START Source data

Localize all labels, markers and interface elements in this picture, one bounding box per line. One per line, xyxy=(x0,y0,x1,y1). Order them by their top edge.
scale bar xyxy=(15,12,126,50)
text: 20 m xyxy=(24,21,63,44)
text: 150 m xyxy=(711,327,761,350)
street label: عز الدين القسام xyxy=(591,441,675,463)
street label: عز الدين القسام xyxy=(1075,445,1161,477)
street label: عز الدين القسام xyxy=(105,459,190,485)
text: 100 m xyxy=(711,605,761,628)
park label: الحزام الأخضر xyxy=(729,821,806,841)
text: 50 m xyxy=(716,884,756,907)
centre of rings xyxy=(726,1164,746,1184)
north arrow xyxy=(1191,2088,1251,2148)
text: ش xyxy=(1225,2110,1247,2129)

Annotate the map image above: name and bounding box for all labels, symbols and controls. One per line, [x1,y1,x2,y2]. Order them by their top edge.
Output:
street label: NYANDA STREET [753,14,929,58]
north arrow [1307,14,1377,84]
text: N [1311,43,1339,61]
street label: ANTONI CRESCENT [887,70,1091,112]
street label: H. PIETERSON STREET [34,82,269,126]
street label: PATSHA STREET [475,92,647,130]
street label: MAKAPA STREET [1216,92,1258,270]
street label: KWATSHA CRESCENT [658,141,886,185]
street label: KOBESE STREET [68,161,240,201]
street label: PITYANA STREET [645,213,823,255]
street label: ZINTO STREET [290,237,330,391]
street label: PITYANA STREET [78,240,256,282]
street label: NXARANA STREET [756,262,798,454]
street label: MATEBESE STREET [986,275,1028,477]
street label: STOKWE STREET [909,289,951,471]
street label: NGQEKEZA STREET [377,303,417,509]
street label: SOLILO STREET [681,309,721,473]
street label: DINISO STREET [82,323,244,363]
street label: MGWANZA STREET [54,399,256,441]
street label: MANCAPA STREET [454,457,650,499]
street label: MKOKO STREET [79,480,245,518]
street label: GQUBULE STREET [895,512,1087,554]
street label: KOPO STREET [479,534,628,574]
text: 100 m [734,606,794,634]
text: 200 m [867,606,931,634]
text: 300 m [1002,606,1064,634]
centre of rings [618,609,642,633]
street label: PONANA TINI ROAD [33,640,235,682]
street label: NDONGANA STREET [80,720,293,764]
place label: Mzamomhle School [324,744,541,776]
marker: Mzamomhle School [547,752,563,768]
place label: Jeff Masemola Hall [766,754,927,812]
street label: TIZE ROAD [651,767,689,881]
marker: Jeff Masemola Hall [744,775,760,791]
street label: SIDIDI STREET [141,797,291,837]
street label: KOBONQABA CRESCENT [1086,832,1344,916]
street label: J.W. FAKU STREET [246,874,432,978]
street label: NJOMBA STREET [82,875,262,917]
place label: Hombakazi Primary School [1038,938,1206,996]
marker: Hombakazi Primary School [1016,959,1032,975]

END Source data

_Problem description:_
Include the first line, the line containing "Annotate the map", and every line between them, copied exactly from the material above; output no other line.

_Task output:_
Localize all labels, markers and interface elements in this picture, one bounding box per line. One per line, xyxy=(x0,y0,x1,y1). Order them by their top edge.
scale bar xyxy=(15,12,126,50)
text: 20 m xyxy=(24,21,63,44)
text: 150 m xyxy=(711,327,761,350)
street label: عز الدين القسام xyxy=(591,441,675,463)
street label: عز الدين القسام xyxy=(1075,445,1161,477)
street label: عز الدين القسام xyxy=(105,459,190,485)
text: 100 m xyxy=(711,605,761,628)
park label: الحزام الأخضر xyxy=(729,821,806,841)
text: 50 m xyxy=(716,884,756,907)
centre of rings xyxy=(726,1164,746,1184)
north arrow xyxy=(1191,2088,1251,2148)
text: ش xyxy=(1225,2110,1247,2129)

Annotate the map image above: name and bounding box for all labels, symbols and controls. One per line, [x1,y1,x2,y2]. Order them by their top edge.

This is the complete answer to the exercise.